*** The records ***

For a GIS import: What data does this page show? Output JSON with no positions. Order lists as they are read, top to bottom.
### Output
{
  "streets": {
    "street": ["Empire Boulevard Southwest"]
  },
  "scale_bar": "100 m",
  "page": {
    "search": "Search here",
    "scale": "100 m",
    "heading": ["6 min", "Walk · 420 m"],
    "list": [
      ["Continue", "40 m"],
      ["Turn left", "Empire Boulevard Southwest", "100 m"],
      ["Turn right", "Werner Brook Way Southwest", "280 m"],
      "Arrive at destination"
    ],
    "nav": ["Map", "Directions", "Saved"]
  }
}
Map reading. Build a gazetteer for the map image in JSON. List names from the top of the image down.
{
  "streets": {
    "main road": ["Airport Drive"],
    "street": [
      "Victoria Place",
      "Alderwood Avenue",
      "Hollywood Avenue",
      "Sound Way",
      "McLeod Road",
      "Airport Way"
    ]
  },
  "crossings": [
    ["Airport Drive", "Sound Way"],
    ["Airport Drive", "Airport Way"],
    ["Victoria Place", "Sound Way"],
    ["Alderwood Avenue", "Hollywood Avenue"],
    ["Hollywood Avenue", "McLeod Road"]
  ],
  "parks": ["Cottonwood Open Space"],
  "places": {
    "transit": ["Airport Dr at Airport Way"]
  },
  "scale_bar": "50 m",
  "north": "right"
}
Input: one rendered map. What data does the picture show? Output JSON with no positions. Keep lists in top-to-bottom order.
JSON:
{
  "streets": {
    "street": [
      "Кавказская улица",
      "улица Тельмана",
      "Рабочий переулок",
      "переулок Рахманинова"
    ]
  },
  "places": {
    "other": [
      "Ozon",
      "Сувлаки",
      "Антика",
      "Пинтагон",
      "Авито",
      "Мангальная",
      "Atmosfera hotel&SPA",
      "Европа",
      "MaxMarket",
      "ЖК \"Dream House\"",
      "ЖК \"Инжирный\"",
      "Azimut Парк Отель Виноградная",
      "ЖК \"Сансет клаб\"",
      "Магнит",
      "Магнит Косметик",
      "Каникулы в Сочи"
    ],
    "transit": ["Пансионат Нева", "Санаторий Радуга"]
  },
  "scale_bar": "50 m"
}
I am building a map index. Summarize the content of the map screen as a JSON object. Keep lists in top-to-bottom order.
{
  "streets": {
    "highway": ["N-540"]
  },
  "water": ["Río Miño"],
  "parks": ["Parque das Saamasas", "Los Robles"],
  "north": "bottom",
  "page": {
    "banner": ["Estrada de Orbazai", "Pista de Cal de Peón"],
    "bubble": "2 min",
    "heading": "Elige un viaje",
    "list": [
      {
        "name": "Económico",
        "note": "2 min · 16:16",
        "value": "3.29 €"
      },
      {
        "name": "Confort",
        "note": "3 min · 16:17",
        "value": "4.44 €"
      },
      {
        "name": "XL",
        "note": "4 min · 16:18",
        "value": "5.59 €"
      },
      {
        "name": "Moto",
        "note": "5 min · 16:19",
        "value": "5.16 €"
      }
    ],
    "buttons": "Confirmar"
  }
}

*** End of The records ***

The entries shown above should be duplicated exactly.

For a GIS import: What data does this page show? Output JSON with no positions. Order lists as they are read, top to bottom.
### Output
{
  "streets": {
    "street": ["Empire Boulevard Southwest"]
  },
  "scale_bar": "100 m",
  "page": {
    "search": "Search here",
    "scale": "100 m",
    "heading": ["6 min", "Walk · 420 m"],
    "list": [
      ["Continue", "40 m"],
      ["Turn left", "Empire Boulevard Southwest", "100 m"],
      ["Turn right", "Werner Brook Way Southwest", "280 m"],
      "Arrive at destination"
    ],
    "nav": ["Map", "Directions", "Saved"]
  }
}
Map reading. Build a gazetteer for the map image in JSON. List names from the top of the image down.
{
  "streets": {
    "main road": ["Airport Drive"],
    "street": [
      "Victoria Place",
      "Alderwood Avenue",
      "Hollywood Avenue",
      "Sound Way",
      "McLeod Road",
      "Airport Way"
    ]
  },
  "crossings": [
    ["Airport Drive", "Sound Way"],
    ["Airport Drive", "Airport Way"],
    ["Victoria Place", "Sound Way"],
    ["Alderwood Avenue", "Hollywood Avenue"],
    ["Hollywood Avenue", "McLeod Road"]
  ],
  "parks": ["Cottonwood Open Space"],
  "places": {
    "transit": ["Airport Dr at Airport Way"]
  },
  "scale_bar": "50 m",
  "north": "right"
}
Input: one rendered map. What data does the picture show? Output JSON with no positions. Keep lists in top-to-bottom order.
JSON:
{
  "streets": {
    "street": [
      "Кавказская улица",
      "улица Тельмана",
      "Рабочий переулок",
      "переулок Рахманинова"
    ]
  },
  "places": {
    "other": [
      "Ozon",
      "Сувлаки",
      "Антика",
      "Пинтагон",
      "Авито",
      "Мангальная",
      "Atmosfera hotel&SPA",
      "Европа",
      "MaxMarket",
      "ЖК \"Dream House\"",
      "ЖК \"Инжирный\"",
      "Azimut Парк Отель Виноградная",
      "ЖК \"Сансет клаб\"",
      "Магнит",
      "Магнит Косметик",
      "Каникулы в Сочи"
    ],
    "transit": ["Пансионат Нева", "Санаторий Радуга"]
  },
  "scale_bar": "50 m"
}
I am building a map index. Summarize the content of the map screen as a JSON object. Keep lists in top-to-bottom order.
{
  "streets": {
    "highway": ["N-540"]
  },
  "water": ["Río Miño"],
  "parks": ["Parque das Saamasas", "Los Robles"],
  "north": "bottom",
  "page": {
    "banner": ["Estrada de Orbazai", "Pista de Cal de Peón"],
    "bubble": "2 min",
    "heading": "Elige un viaje",
    "list": [
      {
        "name": "Económico",
        "note": "2 min · 16:16",
        "value": "3.29 €"
      },
      {
        "name": "Confort",
        "note": "3 min · 16:17",
        "value": "4.44 €"
      },
      {
        "name": "XL",
        "note": "4 min · 16:18",
        "value": "5.59 €"
      },
      {
        "name": "Moto",
        "note": "5 min · 16:19",
        "value": "5.16 €"
      }
    ],
    "buttons": "Confirmar"
  }
}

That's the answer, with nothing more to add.